State College

State College school board examines budget in light of governor’s funding proposal

Gov. Tom Wolf’s state budget could provide a boost of about $826,000 in state funding for the State College Area School District, but Business Administrator Randy Brown said not to bank on it.

The possibility of increased funding is not reflected in the school district’s preliminary budget due to likely political discussions about the state’s budget. Brown recommended that the possible funding, if it is received, be allocated to non-recurring expenses.

Not much has changed to SCASD’s $136 million preliminary 2015-16 budget since it was revealed Jan. 13.

The school district’s budget is still about $10 million more than the current budget and calls for a 5.49 percent tax increase. The budget includes a 1.9 percent tax increase that follows the state-mandated Act 1 index and a 3.59 percent increase related to the referendum debt.

The tax increase would amount to $156 more a year for the average district taxpayer, Brown said in the meeting, which would cost the average taxpayer $2,988 in real estate taxes.

The updated budget, however, included a reduction of about $200,000 in real estate tax revenue due to a proposed tax rebate program the board is evaluating.

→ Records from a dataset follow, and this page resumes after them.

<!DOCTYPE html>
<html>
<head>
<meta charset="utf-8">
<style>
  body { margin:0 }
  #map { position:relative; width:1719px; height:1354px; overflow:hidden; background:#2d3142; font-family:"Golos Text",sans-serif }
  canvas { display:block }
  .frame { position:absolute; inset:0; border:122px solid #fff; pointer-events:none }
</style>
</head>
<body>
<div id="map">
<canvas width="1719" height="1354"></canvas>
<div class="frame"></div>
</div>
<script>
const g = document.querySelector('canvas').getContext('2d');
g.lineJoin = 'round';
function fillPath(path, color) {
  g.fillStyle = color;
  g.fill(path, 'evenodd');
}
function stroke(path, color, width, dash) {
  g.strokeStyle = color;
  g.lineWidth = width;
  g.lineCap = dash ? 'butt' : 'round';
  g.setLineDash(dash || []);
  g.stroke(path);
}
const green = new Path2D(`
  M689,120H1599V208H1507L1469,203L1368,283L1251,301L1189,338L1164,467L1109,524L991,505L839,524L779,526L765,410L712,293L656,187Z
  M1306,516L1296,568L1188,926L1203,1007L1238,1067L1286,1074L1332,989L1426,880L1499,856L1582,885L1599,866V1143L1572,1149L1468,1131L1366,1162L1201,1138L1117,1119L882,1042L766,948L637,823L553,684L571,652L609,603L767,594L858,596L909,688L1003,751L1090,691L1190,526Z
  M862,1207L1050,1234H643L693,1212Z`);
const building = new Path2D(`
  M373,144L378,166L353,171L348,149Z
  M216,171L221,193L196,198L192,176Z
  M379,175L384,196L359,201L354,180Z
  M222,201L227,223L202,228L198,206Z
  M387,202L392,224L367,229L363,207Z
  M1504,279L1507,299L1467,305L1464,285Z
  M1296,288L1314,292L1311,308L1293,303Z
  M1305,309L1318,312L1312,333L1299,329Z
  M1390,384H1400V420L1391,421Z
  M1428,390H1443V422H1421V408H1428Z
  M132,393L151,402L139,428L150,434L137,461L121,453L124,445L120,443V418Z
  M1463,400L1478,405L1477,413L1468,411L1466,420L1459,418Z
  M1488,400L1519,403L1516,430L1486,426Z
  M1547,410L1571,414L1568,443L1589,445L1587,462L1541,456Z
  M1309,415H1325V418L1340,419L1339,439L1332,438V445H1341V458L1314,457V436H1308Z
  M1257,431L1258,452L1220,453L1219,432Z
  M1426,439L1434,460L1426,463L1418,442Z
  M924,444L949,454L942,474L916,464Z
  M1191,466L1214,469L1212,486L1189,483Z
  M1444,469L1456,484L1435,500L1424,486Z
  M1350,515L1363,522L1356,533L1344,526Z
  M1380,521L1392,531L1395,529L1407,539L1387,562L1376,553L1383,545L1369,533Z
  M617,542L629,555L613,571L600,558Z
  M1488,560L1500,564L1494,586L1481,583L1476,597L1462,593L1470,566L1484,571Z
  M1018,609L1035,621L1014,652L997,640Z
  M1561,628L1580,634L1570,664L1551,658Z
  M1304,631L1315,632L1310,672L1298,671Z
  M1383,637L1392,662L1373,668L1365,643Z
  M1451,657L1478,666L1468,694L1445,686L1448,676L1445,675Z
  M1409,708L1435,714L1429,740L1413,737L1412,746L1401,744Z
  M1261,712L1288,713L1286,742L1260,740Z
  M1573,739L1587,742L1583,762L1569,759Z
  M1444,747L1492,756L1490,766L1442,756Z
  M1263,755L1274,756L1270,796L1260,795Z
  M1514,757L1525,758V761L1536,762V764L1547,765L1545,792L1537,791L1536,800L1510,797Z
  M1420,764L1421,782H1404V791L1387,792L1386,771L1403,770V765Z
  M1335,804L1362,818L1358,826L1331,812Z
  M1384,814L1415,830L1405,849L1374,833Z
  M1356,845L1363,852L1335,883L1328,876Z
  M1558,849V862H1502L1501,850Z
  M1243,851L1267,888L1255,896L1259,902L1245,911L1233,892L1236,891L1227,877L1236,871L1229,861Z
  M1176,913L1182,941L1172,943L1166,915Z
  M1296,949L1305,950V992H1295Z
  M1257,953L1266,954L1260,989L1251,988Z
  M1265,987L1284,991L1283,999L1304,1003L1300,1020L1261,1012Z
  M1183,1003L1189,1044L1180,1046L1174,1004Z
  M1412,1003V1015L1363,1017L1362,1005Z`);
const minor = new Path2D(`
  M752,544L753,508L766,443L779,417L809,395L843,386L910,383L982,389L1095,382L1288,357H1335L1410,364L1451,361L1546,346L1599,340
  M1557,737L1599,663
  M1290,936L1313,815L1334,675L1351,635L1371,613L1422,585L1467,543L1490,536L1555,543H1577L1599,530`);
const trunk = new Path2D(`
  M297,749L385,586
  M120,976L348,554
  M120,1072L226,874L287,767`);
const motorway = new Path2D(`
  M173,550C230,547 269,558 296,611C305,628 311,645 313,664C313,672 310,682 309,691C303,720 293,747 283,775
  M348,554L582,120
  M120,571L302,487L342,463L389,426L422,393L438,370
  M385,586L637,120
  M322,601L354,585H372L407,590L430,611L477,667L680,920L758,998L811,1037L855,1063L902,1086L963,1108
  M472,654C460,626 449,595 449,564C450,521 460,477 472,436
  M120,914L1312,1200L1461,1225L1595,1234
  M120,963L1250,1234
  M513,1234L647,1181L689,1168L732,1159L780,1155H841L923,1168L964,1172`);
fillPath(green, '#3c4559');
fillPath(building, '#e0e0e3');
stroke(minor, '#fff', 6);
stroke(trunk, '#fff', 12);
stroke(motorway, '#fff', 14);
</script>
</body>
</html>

The board approved PlanCon Part F for submission to the state Department of Education by a vote of 8-0 with the stipulation that it “will not enter into (State High project) construction contracts until it has received written approval for PlanCon Part F” from the state. Board member Dorothea Stahl was excused from the meeting.

PlanCon F approval by the state is required prior to signing construction contracts for school districts to receive state funding for PlanCon projects, according to Ed Poprik, the district’s director of physical plant.

Construction for the State High project is scheduled to begin this summer, and Poprik does not expect PlanCon Part F approvals to interfere with the project’s scheduling.

The board also approved a change in health insurance providers by a 8-0 vote.

The district’s three-year contract with HealthAmerica ends June 30.

After partnering with Conrad Siegel, an actuarial consultant, and interviewing prospective providers, the district recommended Highmark Blue Shield as its next provider, which the board approved. Highmark’s financial offer, administrators felt, was the best and it would keep the district’s prescription insurance company the same.

The board also voted 8-0 to approve the administration’s recommendation to work with Northwest Financial Group to reinvest proceeds of the district’s general obligation bonds.